WHAT THE EXERCISE ASKS
Copy out each line below containing "absolute".

LISTED ENTRIES
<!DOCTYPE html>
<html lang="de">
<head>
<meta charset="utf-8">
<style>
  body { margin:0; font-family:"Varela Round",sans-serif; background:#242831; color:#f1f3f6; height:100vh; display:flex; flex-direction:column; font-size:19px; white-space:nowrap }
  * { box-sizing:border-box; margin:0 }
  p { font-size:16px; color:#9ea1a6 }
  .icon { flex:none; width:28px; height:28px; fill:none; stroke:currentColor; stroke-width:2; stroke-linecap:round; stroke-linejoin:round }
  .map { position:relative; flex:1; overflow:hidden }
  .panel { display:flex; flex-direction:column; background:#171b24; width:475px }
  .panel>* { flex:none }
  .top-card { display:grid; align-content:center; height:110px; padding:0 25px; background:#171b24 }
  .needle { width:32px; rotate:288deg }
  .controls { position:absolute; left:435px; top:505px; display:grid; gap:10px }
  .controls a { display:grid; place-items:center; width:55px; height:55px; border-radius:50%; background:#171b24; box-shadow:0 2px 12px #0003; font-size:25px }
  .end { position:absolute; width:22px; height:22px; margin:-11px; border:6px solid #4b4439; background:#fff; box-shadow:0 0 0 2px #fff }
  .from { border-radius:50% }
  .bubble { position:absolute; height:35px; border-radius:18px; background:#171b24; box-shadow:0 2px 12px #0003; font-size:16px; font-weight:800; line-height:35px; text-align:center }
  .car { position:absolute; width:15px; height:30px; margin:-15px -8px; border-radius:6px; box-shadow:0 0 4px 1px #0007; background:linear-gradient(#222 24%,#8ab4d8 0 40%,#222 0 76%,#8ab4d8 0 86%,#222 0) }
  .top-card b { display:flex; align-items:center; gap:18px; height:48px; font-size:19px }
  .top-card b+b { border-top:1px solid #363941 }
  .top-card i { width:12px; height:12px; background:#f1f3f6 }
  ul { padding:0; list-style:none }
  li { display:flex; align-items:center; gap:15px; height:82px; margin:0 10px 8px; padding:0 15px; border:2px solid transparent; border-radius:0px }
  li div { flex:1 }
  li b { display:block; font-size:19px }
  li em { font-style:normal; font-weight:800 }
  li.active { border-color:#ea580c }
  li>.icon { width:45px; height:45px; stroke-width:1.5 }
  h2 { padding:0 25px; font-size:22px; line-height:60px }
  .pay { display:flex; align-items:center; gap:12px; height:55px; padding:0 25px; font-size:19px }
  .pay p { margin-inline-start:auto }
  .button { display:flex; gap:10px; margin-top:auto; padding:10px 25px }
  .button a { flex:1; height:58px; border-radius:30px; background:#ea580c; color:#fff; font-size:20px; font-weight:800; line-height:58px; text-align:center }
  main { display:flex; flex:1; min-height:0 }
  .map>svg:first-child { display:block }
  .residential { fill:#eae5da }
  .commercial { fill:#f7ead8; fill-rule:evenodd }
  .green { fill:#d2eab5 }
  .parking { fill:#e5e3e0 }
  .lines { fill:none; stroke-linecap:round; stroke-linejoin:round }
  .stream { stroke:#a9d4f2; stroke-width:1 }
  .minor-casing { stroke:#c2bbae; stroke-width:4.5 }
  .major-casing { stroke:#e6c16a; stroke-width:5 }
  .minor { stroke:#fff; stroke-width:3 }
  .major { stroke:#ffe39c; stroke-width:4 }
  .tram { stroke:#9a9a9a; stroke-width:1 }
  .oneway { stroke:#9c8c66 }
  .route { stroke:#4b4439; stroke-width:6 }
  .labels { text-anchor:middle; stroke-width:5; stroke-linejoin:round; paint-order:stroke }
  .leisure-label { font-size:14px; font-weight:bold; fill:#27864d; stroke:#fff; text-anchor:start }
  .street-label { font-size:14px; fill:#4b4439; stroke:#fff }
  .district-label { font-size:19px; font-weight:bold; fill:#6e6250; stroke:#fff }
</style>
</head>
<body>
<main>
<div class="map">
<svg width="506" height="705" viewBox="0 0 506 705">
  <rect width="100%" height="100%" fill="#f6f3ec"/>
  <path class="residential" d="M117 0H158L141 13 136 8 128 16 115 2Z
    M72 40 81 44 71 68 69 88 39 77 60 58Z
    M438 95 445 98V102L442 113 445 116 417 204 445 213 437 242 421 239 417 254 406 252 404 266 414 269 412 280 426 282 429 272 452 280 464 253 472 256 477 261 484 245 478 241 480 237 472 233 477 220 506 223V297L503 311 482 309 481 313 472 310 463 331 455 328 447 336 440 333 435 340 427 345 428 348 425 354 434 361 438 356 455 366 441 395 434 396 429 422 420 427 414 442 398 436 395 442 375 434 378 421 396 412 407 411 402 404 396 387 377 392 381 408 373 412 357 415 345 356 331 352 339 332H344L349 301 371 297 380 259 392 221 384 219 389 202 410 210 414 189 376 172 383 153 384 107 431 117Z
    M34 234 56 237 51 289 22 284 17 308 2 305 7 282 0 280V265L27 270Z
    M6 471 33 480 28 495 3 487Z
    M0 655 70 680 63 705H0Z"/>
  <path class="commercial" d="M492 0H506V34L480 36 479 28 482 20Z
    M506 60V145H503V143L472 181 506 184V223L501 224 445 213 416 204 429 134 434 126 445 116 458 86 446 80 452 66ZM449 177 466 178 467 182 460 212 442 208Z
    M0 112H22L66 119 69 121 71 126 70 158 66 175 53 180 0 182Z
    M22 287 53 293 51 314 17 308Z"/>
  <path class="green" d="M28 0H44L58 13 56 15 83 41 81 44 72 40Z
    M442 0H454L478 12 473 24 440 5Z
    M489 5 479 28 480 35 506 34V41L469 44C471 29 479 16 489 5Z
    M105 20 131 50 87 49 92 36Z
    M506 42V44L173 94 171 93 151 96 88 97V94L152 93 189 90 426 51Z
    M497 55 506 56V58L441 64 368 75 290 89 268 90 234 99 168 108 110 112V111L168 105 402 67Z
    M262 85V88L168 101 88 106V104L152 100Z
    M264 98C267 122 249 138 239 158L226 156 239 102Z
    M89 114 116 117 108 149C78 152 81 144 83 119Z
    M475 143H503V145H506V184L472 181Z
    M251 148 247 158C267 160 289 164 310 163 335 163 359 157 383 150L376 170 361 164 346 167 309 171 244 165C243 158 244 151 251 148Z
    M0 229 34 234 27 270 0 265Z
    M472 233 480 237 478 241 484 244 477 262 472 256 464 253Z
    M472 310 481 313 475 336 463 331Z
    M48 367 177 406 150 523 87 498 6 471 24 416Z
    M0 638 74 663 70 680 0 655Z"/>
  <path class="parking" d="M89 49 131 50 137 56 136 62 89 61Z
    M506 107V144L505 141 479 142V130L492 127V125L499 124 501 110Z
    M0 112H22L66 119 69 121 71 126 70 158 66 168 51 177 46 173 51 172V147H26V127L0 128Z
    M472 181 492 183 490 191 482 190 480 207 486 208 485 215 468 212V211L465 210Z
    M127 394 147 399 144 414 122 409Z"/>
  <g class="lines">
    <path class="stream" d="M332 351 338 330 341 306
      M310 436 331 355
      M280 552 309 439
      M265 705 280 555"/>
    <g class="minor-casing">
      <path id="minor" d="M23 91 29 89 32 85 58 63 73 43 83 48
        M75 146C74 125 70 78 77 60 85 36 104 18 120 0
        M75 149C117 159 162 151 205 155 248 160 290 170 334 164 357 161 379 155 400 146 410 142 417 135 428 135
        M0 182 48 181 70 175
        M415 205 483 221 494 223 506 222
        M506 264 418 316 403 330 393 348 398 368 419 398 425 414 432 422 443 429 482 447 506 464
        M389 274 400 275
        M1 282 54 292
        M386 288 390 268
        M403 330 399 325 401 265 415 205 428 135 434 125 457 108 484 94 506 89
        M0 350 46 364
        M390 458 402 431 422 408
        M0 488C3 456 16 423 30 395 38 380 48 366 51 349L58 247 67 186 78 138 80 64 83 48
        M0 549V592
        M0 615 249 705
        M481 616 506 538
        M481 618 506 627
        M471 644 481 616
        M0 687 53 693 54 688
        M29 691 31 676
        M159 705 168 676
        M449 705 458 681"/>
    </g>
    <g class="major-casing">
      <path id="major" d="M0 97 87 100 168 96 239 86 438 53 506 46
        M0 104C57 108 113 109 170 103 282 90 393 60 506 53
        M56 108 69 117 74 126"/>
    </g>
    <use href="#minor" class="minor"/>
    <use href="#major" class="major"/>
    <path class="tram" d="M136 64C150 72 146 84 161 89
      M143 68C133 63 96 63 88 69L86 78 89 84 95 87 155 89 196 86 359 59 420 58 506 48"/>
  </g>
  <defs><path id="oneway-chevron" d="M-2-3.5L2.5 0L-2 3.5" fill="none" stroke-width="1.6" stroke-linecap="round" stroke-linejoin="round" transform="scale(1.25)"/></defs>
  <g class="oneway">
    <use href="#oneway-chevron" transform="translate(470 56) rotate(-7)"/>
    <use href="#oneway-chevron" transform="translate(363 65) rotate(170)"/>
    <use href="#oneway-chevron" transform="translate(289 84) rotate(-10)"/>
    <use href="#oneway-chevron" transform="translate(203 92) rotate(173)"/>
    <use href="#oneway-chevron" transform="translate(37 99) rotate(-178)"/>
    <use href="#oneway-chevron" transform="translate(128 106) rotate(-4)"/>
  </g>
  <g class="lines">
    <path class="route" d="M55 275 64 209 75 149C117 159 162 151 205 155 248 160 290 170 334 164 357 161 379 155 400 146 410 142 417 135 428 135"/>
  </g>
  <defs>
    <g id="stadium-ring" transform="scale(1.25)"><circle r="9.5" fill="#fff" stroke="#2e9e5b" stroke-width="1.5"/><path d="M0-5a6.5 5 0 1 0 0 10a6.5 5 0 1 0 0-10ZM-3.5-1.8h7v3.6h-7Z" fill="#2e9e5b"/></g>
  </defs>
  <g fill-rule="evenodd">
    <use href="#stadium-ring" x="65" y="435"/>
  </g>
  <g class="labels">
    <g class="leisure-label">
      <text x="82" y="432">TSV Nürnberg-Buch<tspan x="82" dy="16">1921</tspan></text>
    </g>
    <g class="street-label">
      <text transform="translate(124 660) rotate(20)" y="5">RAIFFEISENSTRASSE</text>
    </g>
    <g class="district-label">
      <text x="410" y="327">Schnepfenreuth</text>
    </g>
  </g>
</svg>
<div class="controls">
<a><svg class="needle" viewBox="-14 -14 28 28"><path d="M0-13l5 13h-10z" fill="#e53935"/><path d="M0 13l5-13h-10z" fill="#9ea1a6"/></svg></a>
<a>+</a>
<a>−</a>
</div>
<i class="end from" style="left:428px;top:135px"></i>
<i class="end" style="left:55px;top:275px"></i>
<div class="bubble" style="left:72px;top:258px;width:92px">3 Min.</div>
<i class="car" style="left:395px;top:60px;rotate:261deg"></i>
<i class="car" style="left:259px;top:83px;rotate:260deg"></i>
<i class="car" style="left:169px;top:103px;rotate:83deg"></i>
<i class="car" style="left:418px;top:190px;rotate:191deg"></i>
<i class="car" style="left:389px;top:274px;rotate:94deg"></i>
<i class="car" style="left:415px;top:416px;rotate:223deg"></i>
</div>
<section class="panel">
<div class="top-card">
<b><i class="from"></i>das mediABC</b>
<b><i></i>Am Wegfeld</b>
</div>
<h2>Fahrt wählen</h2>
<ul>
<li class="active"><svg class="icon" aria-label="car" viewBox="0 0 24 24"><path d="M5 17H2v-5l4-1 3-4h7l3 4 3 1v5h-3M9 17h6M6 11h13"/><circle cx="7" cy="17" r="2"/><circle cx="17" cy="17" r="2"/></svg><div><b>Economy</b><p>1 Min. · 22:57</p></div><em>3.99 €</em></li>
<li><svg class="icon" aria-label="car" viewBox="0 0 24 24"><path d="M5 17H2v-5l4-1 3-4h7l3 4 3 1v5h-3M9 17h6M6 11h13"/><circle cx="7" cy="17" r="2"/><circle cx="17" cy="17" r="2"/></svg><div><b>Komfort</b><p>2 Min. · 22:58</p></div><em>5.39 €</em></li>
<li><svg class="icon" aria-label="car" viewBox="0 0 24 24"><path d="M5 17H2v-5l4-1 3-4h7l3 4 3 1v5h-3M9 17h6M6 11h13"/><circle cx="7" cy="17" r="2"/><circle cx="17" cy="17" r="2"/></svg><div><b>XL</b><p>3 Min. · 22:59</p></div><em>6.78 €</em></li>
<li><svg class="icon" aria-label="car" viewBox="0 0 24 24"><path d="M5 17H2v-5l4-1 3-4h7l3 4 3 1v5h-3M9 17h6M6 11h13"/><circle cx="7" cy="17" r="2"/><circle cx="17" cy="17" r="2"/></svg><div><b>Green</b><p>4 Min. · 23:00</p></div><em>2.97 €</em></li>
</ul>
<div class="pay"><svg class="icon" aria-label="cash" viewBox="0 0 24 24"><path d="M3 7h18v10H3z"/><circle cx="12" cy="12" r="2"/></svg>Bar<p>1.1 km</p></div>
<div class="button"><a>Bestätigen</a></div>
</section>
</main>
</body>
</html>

TASK RESULT
  .controls { position:absolute; left:435px; top:505px; display:grid; gap:10px }
  .end { position:absolute; width:22px; height:22px; margin:-11px; border:6px solid #4b4439; background:#fff; box-shadow:0 0 0 2px #fff }
  .bubble { position:absolute; height:35px; border-radius:18px; background:#171b24; box-shadow:0 2px 12px #0003; font-size:16px; font-weight:800; line-height:35px; text-align:center }
  .car { position:absolute; width:15px; height:30px; margin:-15px -8px; border-radius:6px; box-shadow:0 0 4px 1px #0007; background:linear-gradient(#222 24%,#8ab4d8 0 40%,#222 0 76%,#8ab4d8 0 86%,#222 0) }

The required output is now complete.